Copy each line from the records below in which the word "heat" is found.

Stored items:
[Start of section]
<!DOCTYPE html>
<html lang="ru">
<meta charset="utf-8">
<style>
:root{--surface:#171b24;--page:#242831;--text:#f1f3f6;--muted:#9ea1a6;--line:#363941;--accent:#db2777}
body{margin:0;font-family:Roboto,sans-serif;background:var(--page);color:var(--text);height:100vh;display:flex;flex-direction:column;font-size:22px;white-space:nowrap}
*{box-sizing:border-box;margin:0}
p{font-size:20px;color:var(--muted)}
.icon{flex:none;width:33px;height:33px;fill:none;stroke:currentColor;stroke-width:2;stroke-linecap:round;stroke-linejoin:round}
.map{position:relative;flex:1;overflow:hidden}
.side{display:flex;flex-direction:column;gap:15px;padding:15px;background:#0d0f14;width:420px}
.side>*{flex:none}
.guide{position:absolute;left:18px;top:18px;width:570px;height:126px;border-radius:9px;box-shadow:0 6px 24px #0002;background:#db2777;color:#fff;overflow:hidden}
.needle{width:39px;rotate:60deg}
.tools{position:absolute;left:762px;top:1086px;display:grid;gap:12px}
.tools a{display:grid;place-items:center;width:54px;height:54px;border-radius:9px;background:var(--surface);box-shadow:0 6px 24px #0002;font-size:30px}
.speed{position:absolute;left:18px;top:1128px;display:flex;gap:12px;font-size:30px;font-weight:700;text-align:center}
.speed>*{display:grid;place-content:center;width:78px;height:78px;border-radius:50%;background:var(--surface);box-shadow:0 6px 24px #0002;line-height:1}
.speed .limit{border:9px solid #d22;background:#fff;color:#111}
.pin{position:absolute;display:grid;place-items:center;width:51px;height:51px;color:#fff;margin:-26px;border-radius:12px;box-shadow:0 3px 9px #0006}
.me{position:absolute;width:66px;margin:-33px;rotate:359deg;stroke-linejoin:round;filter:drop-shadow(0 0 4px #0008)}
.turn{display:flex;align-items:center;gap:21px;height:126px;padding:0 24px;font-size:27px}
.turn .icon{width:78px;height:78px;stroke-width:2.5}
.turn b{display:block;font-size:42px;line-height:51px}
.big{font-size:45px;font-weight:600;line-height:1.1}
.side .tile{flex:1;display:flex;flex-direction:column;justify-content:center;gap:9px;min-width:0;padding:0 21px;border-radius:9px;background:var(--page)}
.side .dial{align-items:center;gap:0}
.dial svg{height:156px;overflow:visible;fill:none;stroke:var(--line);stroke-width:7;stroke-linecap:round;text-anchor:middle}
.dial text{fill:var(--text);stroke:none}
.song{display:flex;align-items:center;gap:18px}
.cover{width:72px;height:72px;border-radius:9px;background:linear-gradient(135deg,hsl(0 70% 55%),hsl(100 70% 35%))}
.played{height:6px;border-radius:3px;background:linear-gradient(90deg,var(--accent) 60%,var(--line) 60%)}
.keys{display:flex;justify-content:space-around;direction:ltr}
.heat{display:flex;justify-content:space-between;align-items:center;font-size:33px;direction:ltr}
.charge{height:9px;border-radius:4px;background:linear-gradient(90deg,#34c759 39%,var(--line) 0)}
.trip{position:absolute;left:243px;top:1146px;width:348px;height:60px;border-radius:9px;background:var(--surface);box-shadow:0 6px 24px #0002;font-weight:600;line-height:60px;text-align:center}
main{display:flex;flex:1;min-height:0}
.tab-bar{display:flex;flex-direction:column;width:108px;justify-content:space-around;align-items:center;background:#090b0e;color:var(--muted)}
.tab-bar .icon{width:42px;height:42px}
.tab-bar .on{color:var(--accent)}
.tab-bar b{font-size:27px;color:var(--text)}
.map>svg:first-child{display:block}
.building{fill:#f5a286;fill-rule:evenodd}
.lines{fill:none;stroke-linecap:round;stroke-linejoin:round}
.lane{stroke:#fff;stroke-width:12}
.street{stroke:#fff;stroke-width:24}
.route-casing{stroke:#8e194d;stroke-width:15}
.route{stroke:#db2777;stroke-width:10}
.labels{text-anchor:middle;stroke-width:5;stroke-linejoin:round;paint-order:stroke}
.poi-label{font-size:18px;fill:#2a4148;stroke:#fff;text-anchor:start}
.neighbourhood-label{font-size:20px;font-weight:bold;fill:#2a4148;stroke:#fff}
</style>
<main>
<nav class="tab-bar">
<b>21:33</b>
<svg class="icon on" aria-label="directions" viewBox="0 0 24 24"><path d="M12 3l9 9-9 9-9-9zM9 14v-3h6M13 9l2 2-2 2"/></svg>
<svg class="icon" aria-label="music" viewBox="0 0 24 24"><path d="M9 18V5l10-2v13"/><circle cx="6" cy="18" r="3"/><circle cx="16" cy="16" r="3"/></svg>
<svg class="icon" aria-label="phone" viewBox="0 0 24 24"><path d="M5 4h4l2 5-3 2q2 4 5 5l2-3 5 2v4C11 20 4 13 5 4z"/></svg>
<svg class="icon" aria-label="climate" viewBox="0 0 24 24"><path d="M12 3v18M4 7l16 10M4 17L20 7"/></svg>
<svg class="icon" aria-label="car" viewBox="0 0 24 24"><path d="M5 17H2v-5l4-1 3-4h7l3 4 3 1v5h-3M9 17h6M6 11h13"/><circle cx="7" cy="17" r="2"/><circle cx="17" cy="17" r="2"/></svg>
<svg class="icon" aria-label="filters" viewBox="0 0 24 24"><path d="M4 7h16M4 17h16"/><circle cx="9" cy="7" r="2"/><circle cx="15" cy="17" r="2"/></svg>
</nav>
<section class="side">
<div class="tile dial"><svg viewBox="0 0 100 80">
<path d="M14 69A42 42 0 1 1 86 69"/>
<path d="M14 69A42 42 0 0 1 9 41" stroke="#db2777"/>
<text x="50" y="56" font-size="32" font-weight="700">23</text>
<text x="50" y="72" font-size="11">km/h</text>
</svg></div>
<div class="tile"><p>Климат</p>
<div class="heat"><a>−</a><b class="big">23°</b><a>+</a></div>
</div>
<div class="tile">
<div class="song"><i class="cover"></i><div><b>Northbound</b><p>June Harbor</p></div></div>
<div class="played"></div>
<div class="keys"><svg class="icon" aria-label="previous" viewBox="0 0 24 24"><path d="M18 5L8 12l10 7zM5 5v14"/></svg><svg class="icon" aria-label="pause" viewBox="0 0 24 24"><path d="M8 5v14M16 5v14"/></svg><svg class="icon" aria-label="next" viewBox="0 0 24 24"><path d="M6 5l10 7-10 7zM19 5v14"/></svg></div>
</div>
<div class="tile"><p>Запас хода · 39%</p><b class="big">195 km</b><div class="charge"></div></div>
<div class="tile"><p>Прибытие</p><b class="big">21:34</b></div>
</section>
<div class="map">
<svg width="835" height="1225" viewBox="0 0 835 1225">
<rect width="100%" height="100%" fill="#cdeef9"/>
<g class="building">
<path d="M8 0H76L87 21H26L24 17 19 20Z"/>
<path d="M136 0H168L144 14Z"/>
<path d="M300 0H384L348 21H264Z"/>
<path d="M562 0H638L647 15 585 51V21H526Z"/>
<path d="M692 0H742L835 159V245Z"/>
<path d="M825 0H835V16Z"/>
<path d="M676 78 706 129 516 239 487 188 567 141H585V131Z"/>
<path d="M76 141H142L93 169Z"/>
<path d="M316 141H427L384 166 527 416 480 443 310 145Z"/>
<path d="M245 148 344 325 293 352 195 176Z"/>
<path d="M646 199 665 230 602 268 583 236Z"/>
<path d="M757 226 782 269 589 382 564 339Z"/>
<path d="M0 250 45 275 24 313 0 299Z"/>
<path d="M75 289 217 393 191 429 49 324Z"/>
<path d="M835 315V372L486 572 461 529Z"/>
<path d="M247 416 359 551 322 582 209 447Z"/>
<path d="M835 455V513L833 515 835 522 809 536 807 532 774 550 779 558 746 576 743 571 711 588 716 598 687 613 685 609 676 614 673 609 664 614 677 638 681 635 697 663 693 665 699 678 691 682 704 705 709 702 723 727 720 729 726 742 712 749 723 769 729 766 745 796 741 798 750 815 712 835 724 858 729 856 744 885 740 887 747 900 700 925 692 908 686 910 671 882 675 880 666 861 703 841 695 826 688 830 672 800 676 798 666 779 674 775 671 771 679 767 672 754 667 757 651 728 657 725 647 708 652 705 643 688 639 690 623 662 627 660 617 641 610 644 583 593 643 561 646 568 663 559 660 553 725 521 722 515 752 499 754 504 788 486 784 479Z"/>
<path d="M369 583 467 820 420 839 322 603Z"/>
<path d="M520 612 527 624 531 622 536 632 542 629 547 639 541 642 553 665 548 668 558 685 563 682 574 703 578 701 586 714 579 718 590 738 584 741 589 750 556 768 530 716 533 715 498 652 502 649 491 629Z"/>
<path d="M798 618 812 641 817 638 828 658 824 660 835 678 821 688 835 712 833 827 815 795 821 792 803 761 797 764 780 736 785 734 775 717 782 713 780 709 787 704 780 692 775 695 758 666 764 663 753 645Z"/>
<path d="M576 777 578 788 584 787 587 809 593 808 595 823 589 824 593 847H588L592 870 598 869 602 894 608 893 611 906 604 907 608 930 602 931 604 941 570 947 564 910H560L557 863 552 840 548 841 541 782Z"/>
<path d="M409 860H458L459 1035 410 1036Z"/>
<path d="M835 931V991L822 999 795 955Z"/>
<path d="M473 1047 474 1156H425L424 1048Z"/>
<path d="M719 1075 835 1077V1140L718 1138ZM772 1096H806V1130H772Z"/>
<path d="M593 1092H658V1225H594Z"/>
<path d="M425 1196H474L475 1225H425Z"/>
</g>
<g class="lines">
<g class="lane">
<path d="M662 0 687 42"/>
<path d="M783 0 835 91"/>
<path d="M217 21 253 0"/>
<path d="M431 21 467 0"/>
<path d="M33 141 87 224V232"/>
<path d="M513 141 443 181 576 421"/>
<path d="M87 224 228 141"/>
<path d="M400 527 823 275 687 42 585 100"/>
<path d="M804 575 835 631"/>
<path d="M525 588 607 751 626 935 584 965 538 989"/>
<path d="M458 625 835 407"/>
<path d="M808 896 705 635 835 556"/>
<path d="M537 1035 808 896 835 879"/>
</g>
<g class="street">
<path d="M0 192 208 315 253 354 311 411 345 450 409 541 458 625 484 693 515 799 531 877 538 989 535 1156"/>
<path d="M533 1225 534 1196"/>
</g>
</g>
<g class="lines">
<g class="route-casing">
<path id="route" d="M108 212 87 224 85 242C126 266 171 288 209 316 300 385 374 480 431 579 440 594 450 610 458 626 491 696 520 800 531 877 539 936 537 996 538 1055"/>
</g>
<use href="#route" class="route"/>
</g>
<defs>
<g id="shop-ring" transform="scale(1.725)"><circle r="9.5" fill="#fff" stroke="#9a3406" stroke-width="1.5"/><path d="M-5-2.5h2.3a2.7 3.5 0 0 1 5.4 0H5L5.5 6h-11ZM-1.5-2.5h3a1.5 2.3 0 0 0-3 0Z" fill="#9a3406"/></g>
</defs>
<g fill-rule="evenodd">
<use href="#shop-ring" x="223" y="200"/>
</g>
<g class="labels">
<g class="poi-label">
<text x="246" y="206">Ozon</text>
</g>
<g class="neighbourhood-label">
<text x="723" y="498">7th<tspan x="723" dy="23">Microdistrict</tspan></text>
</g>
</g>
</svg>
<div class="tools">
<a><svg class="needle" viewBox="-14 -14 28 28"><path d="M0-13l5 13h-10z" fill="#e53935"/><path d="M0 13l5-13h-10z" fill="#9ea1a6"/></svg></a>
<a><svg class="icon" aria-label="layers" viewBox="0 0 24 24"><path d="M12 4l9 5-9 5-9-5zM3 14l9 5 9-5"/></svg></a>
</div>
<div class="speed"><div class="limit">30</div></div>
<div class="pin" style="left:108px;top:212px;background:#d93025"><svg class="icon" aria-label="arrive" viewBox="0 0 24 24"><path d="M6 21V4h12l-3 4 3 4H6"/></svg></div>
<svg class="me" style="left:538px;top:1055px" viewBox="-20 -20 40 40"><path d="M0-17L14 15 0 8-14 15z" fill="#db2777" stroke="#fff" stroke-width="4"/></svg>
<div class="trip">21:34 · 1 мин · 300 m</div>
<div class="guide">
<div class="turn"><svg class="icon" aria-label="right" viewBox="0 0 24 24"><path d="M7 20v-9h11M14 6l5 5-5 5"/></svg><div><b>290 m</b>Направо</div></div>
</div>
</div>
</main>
[End of section]
**Completed exercise**
.heat{display:flex;justify-content:space-between;align-items:center;font-size:33px;direction:ltr}
<div class="heat"><a>−</a><b class="big">23°</b><a>+</a></div>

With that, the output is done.